Military working dogs play vital role locating Marines
CENTRAL TRAINING AREA, OKINAWA, Japan -- Marines accompanied by a working dog descended on a rope from a CH-53E Super Stallion helicopter. Once on the ground, the tracking dog led the Marines through the jungle in search of three simulated downed aircrew.
The Marines conducting the tactical recovery of aircraft and personnel exercise were with 3rd Law Enforcement Battalion, III Marine Expeditionary Force Headquarters Group, III Marine Expeditionary Force in support of exercise Blue Chromite 15 Nov. 5.
Blue Chromite demonstrates the Marine Corps’ expeditionary capabilities in the Pacific region.

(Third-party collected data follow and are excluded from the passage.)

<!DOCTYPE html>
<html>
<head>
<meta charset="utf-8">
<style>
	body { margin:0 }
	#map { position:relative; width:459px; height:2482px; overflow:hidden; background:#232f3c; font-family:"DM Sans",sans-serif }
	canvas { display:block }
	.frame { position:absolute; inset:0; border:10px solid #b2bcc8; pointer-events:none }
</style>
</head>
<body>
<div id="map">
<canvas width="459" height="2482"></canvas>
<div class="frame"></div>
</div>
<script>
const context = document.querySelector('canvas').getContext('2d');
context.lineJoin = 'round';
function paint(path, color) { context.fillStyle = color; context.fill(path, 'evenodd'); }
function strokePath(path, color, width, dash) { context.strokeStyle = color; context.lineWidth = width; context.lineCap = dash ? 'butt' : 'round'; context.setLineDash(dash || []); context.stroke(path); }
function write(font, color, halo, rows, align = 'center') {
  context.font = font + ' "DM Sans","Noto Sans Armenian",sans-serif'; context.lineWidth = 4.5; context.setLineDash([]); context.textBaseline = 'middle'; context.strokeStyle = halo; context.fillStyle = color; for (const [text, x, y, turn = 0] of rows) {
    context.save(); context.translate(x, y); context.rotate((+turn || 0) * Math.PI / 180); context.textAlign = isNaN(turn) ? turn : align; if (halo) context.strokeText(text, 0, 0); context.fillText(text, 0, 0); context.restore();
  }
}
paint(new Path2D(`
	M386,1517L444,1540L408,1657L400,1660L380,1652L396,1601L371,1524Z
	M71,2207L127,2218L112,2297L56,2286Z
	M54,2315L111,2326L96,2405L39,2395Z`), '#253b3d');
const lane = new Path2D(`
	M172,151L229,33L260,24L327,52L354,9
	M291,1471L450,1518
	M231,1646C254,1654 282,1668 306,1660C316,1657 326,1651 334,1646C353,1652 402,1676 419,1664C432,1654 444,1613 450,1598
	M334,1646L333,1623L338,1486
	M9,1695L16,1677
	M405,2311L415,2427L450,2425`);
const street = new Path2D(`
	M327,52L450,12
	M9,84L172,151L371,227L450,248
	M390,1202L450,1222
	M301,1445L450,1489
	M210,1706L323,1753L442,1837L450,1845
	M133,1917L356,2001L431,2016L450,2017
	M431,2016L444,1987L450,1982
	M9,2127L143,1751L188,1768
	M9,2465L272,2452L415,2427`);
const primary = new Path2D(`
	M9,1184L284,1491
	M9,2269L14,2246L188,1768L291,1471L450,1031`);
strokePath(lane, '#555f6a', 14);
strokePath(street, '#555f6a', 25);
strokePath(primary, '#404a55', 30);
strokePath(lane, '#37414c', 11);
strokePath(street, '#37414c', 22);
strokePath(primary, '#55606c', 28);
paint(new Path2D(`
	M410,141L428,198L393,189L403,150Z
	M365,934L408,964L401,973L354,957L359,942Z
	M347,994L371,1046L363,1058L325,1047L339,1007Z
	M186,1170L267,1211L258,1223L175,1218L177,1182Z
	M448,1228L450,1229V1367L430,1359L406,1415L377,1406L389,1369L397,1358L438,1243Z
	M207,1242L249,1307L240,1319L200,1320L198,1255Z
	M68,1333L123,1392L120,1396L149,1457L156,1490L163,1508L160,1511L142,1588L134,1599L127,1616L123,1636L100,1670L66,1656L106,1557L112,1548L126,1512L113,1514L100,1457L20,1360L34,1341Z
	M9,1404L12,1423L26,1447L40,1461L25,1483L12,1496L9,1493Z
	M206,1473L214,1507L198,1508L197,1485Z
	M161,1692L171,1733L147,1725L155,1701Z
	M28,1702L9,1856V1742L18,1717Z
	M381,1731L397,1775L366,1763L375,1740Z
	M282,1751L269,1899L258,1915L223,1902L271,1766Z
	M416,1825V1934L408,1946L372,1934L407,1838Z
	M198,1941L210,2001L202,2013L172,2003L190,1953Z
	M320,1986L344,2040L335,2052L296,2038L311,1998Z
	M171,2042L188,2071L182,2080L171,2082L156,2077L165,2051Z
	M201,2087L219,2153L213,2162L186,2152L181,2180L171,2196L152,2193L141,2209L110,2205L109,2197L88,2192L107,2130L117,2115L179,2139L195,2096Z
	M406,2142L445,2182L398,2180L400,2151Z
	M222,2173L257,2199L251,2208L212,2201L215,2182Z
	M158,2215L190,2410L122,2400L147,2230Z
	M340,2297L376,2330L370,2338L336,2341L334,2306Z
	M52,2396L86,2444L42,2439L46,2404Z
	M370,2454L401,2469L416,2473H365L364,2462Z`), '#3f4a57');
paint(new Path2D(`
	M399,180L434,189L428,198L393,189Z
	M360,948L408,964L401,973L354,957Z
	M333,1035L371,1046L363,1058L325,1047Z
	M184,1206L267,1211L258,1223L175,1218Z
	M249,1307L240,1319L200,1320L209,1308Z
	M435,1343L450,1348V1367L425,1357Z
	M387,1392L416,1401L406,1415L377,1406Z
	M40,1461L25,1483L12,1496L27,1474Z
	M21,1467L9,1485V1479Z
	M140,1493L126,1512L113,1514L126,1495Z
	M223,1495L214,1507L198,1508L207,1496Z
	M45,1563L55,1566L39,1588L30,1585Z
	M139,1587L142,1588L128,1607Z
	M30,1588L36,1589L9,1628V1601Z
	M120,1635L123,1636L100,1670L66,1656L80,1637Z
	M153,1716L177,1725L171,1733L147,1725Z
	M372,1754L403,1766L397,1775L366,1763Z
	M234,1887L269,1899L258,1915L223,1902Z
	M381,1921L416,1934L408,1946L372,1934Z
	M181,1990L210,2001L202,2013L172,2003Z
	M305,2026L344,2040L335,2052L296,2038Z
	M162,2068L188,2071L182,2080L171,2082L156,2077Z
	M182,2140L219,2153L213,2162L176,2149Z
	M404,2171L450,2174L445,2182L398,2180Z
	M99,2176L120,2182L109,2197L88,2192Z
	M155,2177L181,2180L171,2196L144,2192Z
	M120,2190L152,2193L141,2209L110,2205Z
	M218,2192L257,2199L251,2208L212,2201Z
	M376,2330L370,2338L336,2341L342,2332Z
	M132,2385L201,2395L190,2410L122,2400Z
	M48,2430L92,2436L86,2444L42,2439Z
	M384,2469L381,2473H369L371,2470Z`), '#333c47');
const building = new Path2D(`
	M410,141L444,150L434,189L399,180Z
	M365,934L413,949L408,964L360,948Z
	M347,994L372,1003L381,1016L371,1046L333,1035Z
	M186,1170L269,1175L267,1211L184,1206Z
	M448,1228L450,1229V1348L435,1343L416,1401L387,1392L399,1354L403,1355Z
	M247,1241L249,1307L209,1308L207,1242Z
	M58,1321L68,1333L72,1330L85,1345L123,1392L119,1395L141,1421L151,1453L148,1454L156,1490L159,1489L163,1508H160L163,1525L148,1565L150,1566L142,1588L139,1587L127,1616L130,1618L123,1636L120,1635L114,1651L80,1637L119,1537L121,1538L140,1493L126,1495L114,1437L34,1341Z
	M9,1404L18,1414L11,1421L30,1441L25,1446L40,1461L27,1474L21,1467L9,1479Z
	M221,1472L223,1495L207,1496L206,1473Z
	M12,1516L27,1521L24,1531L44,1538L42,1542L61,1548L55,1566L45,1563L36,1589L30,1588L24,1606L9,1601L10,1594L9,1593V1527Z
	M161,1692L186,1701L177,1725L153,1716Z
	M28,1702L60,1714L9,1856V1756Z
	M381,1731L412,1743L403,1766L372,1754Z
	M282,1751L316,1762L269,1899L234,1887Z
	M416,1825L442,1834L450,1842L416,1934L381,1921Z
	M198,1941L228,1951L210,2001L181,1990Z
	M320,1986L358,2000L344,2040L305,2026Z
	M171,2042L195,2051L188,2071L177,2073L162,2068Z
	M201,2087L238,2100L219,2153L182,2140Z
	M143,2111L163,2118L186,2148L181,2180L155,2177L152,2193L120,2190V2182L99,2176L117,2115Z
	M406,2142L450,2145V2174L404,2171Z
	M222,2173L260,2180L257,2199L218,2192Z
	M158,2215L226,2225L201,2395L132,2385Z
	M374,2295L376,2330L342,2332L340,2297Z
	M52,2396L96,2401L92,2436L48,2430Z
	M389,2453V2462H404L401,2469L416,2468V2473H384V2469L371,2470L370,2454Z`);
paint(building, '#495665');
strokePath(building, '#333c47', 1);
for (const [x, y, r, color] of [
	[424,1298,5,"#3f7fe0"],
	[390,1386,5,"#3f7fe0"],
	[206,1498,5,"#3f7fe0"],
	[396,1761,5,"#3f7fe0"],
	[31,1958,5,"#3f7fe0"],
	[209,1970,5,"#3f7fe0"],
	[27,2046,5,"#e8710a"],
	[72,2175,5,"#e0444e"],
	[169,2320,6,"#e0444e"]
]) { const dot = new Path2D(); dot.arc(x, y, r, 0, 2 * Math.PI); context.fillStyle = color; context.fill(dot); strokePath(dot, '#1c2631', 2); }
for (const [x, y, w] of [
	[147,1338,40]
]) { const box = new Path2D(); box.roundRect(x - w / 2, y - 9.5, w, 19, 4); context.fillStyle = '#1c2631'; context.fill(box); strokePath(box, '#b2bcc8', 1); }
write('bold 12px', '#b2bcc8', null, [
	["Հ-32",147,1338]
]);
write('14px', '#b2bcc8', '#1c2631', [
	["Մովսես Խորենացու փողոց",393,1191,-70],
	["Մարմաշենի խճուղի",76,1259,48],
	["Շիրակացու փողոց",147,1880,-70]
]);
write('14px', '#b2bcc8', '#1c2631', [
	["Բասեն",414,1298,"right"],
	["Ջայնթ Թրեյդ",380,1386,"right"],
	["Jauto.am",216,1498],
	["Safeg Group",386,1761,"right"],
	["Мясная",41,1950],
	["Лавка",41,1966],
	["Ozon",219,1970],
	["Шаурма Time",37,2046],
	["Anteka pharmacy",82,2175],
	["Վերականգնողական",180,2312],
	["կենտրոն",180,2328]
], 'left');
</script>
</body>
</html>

Rehearsing integration of arms in a tactical scenario prepares Marines for future deployments.
“When aircraft go down and there are isolated personnel, or IP’s, the Marine Corps has to go find them,” said 1st Lt. Christina M. Nymeyer a platoon with 3rd LE Bn. “Once we know they are alive and we know their location, that’s when they launch the TRAP force. We go in. We secure them. We authenticate their data to make sure that they are in fact the aircrew who went down and not someone in disguise.”
The planners of Chromite wanted to do a TRAP scenario not only for their training standards, but also for real life situations that may arise during the exercise.

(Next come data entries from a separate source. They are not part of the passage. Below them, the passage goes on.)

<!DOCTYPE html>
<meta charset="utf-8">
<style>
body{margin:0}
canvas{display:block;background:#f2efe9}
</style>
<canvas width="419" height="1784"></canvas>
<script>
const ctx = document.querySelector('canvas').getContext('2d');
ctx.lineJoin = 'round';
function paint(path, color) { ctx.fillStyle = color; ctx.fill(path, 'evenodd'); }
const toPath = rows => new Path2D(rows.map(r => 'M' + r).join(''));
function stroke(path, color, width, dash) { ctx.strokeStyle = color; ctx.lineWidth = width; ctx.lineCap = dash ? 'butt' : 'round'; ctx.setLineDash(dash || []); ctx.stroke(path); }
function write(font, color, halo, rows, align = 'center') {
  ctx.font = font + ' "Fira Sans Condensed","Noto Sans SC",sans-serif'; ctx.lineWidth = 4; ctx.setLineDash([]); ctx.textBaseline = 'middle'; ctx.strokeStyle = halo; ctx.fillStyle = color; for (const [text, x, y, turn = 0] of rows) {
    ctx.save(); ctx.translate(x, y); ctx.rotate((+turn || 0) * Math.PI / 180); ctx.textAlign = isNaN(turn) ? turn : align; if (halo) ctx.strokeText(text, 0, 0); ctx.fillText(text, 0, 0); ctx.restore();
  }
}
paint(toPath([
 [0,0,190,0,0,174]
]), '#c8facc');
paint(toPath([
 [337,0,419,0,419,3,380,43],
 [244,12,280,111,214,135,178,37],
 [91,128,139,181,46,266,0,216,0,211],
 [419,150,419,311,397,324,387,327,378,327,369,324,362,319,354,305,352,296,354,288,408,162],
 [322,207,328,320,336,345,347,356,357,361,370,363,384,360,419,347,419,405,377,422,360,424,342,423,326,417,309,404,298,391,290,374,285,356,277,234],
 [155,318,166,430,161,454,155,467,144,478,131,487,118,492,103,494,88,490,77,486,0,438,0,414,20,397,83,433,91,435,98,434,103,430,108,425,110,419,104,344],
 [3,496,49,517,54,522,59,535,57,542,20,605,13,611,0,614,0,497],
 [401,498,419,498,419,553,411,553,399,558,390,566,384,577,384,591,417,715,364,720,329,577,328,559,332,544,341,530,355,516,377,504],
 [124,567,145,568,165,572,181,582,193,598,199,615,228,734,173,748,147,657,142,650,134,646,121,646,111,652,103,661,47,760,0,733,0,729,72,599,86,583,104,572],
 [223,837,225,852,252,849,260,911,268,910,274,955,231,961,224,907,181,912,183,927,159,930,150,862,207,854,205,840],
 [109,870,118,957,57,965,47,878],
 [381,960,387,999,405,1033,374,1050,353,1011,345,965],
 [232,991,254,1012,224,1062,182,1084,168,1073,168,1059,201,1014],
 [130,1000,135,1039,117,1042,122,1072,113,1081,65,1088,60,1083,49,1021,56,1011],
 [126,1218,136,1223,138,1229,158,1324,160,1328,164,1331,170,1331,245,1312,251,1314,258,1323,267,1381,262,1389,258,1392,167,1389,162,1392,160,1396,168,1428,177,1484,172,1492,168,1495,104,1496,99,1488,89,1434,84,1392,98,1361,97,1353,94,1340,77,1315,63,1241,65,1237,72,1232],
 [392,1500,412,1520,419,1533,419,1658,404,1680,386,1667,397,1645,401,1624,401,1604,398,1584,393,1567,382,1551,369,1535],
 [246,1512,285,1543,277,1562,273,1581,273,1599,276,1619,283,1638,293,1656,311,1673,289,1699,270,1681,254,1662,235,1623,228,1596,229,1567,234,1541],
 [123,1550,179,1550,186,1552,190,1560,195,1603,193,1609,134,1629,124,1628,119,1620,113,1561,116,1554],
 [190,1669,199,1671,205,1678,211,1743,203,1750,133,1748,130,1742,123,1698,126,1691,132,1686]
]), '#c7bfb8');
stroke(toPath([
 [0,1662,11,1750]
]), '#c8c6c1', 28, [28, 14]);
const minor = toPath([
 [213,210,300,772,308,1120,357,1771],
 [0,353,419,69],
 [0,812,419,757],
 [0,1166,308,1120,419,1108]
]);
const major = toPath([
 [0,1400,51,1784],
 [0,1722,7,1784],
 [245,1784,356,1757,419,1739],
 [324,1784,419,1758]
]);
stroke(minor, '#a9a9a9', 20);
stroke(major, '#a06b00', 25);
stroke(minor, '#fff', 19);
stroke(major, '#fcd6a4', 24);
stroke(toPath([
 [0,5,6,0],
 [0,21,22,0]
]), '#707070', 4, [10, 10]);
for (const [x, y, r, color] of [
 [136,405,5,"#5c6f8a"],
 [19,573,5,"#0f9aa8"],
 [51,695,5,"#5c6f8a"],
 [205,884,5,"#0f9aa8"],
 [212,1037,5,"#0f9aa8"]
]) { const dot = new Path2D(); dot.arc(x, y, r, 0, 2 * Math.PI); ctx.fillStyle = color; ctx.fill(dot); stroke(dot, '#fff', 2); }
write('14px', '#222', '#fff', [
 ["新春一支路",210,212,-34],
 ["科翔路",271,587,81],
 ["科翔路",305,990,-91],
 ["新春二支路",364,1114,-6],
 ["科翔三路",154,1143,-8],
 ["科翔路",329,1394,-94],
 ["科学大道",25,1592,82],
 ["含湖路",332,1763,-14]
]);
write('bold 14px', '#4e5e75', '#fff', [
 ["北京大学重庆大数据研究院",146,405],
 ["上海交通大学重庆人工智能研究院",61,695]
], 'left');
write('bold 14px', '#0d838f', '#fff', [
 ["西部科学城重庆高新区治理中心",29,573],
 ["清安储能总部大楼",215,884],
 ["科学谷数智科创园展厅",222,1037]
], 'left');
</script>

“This was the first time we have ever fast roped out of a (CH-53) and conducted training as real as we can get it,” said Lance Cpl. Cody J. Vassar, a military policeman with 3rd LE Bn. “It was a little different. But, all in all it went well. We learned to work on our communication a little more and we completed the mission in good time and successfully rescued all three downed aircrew.”

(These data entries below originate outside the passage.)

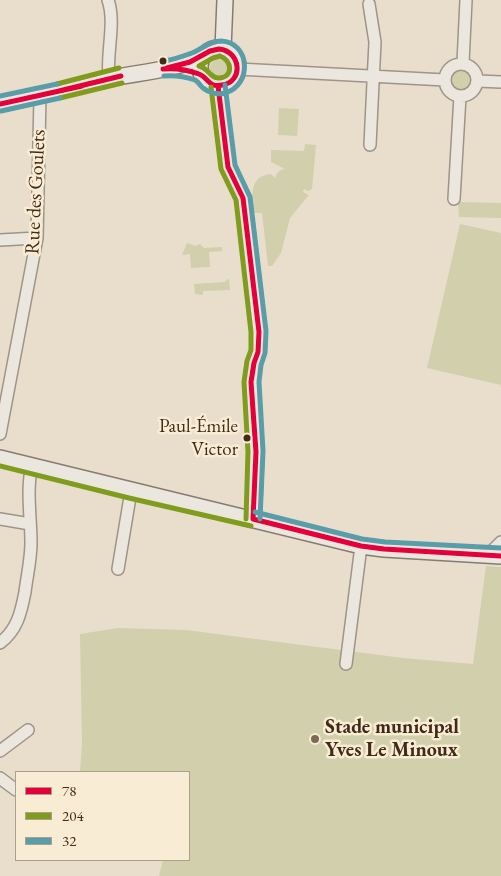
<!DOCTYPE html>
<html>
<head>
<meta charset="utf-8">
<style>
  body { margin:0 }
  #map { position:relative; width:501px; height:876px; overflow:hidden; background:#e9decc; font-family:"EB Garamond",serif }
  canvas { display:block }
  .legend { position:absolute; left:15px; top:771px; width:175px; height:90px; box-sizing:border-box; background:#f9ecd5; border:1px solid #af9f89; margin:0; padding:6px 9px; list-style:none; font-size:15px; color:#412b18 }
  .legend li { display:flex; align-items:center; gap:10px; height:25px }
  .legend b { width:25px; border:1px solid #af9f89 }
</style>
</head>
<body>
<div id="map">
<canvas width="501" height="876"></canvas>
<ul class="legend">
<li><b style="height:6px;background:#e4003a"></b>78</li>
<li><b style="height:6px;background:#7f9c1d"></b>204</li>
<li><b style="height:6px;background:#599da9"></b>32</li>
</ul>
</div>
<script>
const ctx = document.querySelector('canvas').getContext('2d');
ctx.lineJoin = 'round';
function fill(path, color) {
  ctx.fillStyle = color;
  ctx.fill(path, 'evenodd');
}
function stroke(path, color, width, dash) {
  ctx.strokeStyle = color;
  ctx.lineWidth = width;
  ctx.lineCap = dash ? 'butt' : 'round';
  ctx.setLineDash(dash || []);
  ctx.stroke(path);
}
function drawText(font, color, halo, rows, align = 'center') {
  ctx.font = font + ' "EB Garamond",serif';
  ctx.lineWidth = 5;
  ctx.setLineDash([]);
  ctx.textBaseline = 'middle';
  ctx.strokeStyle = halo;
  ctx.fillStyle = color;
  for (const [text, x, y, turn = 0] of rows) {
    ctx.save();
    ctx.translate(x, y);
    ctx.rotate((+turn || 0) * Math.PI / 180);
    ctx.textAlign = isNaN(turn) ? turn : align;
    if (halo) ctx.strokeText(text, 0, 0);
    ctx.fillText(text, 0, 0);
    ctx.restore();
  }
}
const green = new Path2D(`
  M210 68a9 9 0 1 1 18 0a9 9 0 1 1-18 0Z
  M450 80a12 12 0 1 1 24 0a12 12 0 1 1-24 0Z
  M279 108 299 109 297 136 278 135Z
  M305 144 316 145 312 189 308 191 304 189 303 192 309 195 290 218 281 253 272 266H268L262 213H254C252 198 248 176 271 174L275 178C277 172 279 170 285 169L271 162V150L304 151Z
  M458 202 501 203V218L459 217Z
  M460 224 501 233V385L427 368Z
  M187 243 195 246 200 244 204 248 222 247V251L209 252 210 267 191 268 190 254 182 255Z
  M229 279 230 290 203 291V295L195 294 194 284 225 282 226 280Z
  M486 566 501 567V876H159L163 860H189V772H80L82 744 80 634 118 628 186 630 403 658 473 664Z`);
const street = new Path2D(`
  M108 0C116 23 106 53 109 78
  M369 4 375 42 370 145
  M463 63 466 0
  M445 80a16 16 0 1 1 32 0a16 16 0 1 1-32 0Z
  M238 69 445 80
  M478 81 501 82
  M454 199 460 96
  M0 240 37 238
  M0 434 37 238 40 96
  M0 519 30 524
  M488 555 501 542
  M118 569 131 491
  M0 643C17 630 21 613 25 592 27 576 31 559 31 543 31 517 26 490 32 465
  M346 664 361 546
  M0 751 28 730
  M0 778 16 790`);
const secondary = new Path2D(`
  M200 67a19 19 0 1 1 38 0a19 19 0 1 1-38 0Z
  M223 49 225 0
  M218 86 228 167 243 198 259 332 258 352 254 363 251 382 256 452 253 519
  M0 104C38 97 74 86 112 78 141 72 178 70 204 55
  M0 458 361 546 384 549 501 556`);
const bus1 = new Path2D(`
  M219 49C241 51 244 82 222 85 208 88 208 77 199 74 188 70 174 68 163 69L190 62 210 51Z
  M218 86 228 167 243 198 259 332 258 352 254 363 251 382 256 452 253 519
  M59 91 121 76
  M59 91 121 76
  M0 104 82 86
  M253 519 361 546 384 549 501 556`);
const bus2 = new Path2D(`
  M220 56C232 60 234 77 219 78 211 79 208 68 199 66L213 58Z
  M57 84 119 68
  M211 87 221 169 236 200 251 332V350L247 361 244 382 248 452 246 519
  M60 98 122 83
  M0 466 129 498 251 526`);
const bus3 = new Path2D(`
  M163 61C171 60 181 57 189 54 200 51 208 41 221 41 250 42 253 85 225 93 218 95 209 93 203 88 200 86 199 82 195 80 186 77 174 75 164 76
  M225 85 235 165 250 197 266 331 265 353 261 365 259 382 263 451 260 519
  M0 96 57 84
  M1 111 60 98
  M255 512 362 539 385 542 501 548`);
const markers = [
  [163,61,4.5,"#412b18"],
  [247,438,4.5,"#412b18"],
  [315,739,5,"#7c6a57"]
];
const busNames = [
  ["Paul-Émile",238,427],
  ["Victor",238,450]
];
const streetNames = [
  ["Rue des Goulets",36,192,-87]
];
const poiNames = [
  ["Stade municipal",325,728],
  ["Yves Le Minoux",325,751]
];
fill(green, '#d1cfac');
stroke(street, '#9e9488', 14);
stroke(secondary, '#857c70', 18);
stroke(street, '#ece7de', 11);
stroke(secondary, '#ece7de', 15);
stroke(bus1, '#e4003a', 5);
stroke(bus2, '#7f9c1d', 5);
stroke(bus3, '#599da9', 5);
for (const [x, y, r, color] of markers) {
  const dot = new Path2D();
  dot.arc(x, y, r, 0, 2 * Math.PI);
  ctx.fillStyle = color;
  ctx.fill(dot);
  stroke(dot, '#f9ecd5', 2);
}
drawText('19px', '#412b18', '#f9ecd5', busNames, 'right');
drawText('20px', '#412b18', '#f9ecd5', streetNames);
drawText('bold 20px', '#412b18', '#f9ecd5', poiNames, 'left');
</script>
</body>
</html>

During the exercise, the Marines came in contact with simulated enemy, traversed several streams and climbed hills to reach their objectives. This was also the first time they worked closely with air units.
“It was definitely a success today” said Vassar from Bliss, New York. “We had a k-9 tracker dog with us and she found the first two pilots and we secured that location and found the third pilot at our LZ pickup location.”
Cpl. Nicholas B. Majerus, a military policeman and working dog handler with 3rd LE Bn., employed his dog, Sgt. Iggi, a combat tracking dog, to help find the lost Marines. Iggi was able to use a hat dropped by one of the downed aircrew to get a scent from.
“It was a big confidence booster knowing that everybody is watching me and my dog and I can still perform,” said Majerus, from Mazeppa, Minnesota. “It’s my job to use my combat tracking dog to track them down. Obviously they were trying to move fast and get out of that area before the enemy found them. My dog picked the scent up and she followed their trail all the way through the jungle and up to the LZ.”